Assigned task: Your output should consist of the data, copied exactly.

(Saved data entries)
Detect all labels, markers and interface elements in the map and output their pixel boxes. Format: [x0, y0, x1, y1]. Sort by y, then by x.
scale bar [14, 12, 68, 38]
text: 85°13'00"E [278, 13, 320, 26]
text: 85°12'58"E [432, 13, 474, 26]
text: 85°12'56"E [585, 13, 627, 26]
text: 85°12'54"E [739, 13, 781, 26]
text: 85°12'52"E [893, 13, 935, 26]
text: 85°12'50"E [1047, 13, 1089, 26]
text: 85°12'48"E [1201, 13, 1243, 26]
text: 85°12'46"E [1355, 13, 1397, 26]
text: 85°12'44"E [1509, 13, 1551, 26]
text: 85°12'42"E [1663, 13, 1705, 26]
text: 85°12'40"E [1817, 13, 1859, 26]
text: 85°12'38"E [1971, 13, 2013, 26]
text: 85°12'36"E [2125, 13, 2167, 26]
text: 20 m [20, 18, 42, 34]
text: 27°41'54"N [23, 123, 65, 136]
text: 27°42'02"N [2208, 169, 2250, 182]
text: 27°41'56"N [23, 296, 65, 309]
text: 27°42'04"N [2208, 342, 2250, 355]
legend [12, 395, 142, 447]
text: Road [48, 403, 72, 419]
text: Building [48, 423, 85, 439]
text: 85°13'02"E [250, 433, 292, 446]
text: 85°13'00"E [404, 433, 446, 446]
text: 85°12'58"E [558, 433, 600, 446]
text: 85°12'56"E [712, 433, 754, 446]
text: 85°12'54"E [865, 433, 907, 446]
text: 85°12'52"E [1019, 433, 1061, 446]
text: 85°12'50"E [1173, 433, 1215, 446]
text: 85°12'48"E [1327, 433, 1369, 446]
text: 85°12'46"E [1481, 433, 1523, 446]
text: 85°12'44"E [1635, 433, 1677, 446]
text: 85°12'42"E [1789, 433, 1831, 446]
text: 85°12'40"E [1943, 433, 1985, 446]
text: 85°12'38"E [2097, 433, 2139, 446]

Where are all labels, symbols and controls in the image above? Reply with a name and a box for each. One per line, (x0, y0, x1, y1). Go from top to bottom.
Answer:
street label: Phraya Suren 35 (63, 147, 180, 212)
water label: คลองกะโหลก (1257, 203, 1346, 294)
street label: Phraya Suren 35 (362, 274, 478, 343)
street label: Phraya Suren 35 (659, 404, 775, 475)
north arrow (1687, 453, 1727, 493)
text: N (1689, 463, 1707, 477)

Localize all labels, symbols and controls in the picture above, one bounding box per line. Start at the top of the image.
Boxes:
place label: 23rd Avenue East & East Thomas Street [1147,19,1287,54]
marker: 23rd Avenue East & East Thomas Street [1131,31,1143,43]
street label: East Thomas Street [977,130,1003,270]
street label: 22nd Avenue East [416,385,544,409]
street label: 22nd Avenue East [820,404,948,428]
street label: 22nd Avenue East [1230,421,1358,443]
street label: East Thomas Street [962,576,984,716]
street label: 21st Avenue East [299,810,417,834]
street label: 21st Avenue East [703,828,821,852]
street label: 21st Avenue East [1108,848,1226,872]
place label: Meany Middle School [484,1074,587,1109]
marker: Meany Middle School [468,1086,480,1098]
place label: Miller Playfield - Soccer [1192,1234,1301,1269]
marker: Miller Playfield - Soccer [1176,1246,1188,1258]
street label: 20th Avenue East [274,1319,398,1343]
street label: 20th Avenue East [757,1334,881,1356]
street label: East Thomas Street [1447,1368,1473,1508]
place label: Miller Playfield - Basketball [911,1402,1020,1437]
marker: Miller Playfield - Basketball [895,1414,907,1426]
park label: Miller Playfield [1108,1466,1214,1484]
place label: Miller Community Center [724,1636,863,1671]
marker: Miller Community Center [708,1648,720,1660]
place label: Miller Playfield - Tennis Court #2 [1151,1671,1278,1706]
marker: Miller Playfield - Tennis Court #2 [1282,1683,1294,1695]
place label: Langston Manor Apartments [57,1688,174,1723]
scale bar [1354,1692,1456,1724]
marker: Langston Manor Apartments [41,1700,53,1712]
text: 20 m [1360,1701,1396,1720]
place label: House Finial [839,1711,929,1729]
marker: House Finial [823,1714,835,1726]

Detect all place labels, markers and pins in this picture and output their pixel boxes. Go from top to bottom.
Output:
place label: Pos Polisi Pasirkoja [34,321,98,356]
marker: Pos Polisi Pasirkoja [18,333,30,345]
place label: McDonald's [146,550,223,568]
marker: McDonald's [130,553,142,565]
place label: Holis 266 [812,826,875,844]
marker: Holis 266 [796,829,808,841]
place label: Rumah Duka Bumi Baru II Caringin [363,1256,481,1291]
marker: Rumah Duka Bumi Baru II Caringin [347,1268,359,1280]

Output for this exercise:
Detect all labels, markers and interface elements in the map and output their pixel boxes. Format: [x0, y0, x1, y1]. Sort by y, then by x.
scale bar [14, 12, 68, 38]
text: 85°13'00"E [278, 13, 320, 26]
text: 85°12'58"E [432, 13, 474, 26]
text: 85°12'56"E [585, 13, 627, 26]
text: 85°12'54"E [739, 13, 781, 26]
text: 85°12'52"E [893, 13, 935, 26]
text: 85°12'50"E [1047, 13, 1089, 26]
text: 85°12'48"E [1201, 13, 1243, 26]
text: 85°12'46"E [1355, 13, 1397, 26]
text: 85°12'44"E [1509, 13, 1551, 26]
text: 85°12'42"E [1663, 13, 1705, 26]
text: 85°12'40"E [1817, 13, 1859, 26]
text: 85°12'38"E [1971, 13, 2013, 26]
text: 85°12'36"E [2125, 13, 2167, 26]
text: 20 m [20, 18, 42, 34]
text: 27°41'54"N [23, 123, 65, 136]
text: 27°42'02"N [2208, 169, 2250, 182]
text: 27°41'56"N [23, 296, 65, 309]
text: 27°42'04"N [2208, 342, 2250, 355]
legend [12, 395, 142, 447]
text: Road [48, 403, 72, 419]
text: Building [48, 423, 85, 439]
text: 85°13'02"E [250, 433, 292, 446]
text: 85°13'00"E [404, 433, 446, 446]
text: 85°12'58"E [558, 433, 600, 446]
text: 85°12'56"E [712, 433, 754, 446]
text: 85°12'54"E [865, 433, 907, 446]
text: 85°12'52"E [1019, 433, 1061, 446]
text: 85°12'50"E [1173, 433, 1215, 446]
text: 85°12'48"E [1327, 433, 1369, 446]
text: 85°12'46"E [1481, 433, 1523, 446]
text: 85°12'44"E [1635, 433, 1677, 446]
text: 85°12'42"E [1789, 433, 1831, 446]
text: 85°12'40"E [1943, 433, 1985, 446]
text: 85°12'38"E [2097, 433, 2139, 446]

Where are all labels, symbols and controls in the image above? Reply with a name and a box for each. One per line, (x0, y0, x1, y1). Go from top to bottom.
Answer:
street label: Phraya Suren 35 (63, 147, 180, 212)
water label: คลองกะโหลก (1257, 203, 1346, 294)
street label: Phraya Suren 35 (362, 274, 478, 343)
street label: Phraya Suren 35 (659, 404, 775, 475)
north arrow (1687, 453, 1727, 493)
text: N (1689, 463, 1707, 477)

Localize all labels, symbols and controls in the picture above, one bounding box per line. Start at the top of the image.
Boxes:
place label: 23rd Avenue East & East Thomas Street [1147,19,1287,54]
marker: 23rd Avenue East & East Thomas Street [1131,31,1143,43]
street label: East Thomas Street [977,130,1003,270]
street label: 22nd Avenue East [416,385,544,409]
street label: 22nd Avenue East [820,404,948,428]
street label: 22nd Avenue East [1230,421,1358,443]
street label: East Thomas Street [962,576,984,716]
street label: 21st Avenue East [299,810,417,834]
street label: 21st Avenue East [703,828,821,852]
street label: 21st Avenue East [1108,848,1226,872]
place label: Meany Middle School [484,1074,587,1109]
marker: Meany Middle School [468,1086,480,1098]
place label: Miller Playfield - Soccer [1192,1234,1301,1269]
marker: Miller Playfield - Soccer [1176,1246,1188,1258]
street label: 20th Avenue East [274,1319,398,1343]
street label: 20th Avenue East [757,1334,881,1356]
street label: East Thomas Street [1447,1368,1473,1508]
place label: Miller Playfield - Basketball [911,1402,1020,1437]
marker: Miller Playfield - Basketball [895,1414,907,1426]
park label: Miller Playfield [1108,1466,1214,1484]
place label: Miller Community Center [724,1636,863,1671]
marker: Miller Community Center [708,1648,720,1660]
place label: Miller Playfield - Tennis Court #2 [1151,1671,1278,1706]
marker: Miller Playfield - Tennis Court #2 [1282,1683,1294,1695]
place label: Langston Manor Apartments [57,1688,174,1723]
scale bar [1354,1692,1456,1724]
marker: Langston Manor Apartments [41,1700,53,1712]
text: 20 m [1360,1701,1396,1720]
place label: House Finial [839,1711,929,1729]
marker: House Finial [823,1714,835,1726]

Detect all place labels, markers and pins in this picture and output their pixel boxes. Go from top to bottom.
Output:
place label: Pos Polisi Pasirkoja [34,321,98,356]
marker: Pos Polisi Pasirkoja [18,333,30,345]
place label: McDonald's [146,550,223,568]
marker: McDonald's [130,553,142,565]
place label: Holis 266 [812,826,875,844]
marker: Holis 266 [796,829,808,841]
place label: Rumah Duka Bumi Baru II Caringin [363,1256,481,1291]
marker: Rumah Duka Bumi Baru II Caringin [347,1268,359,1280]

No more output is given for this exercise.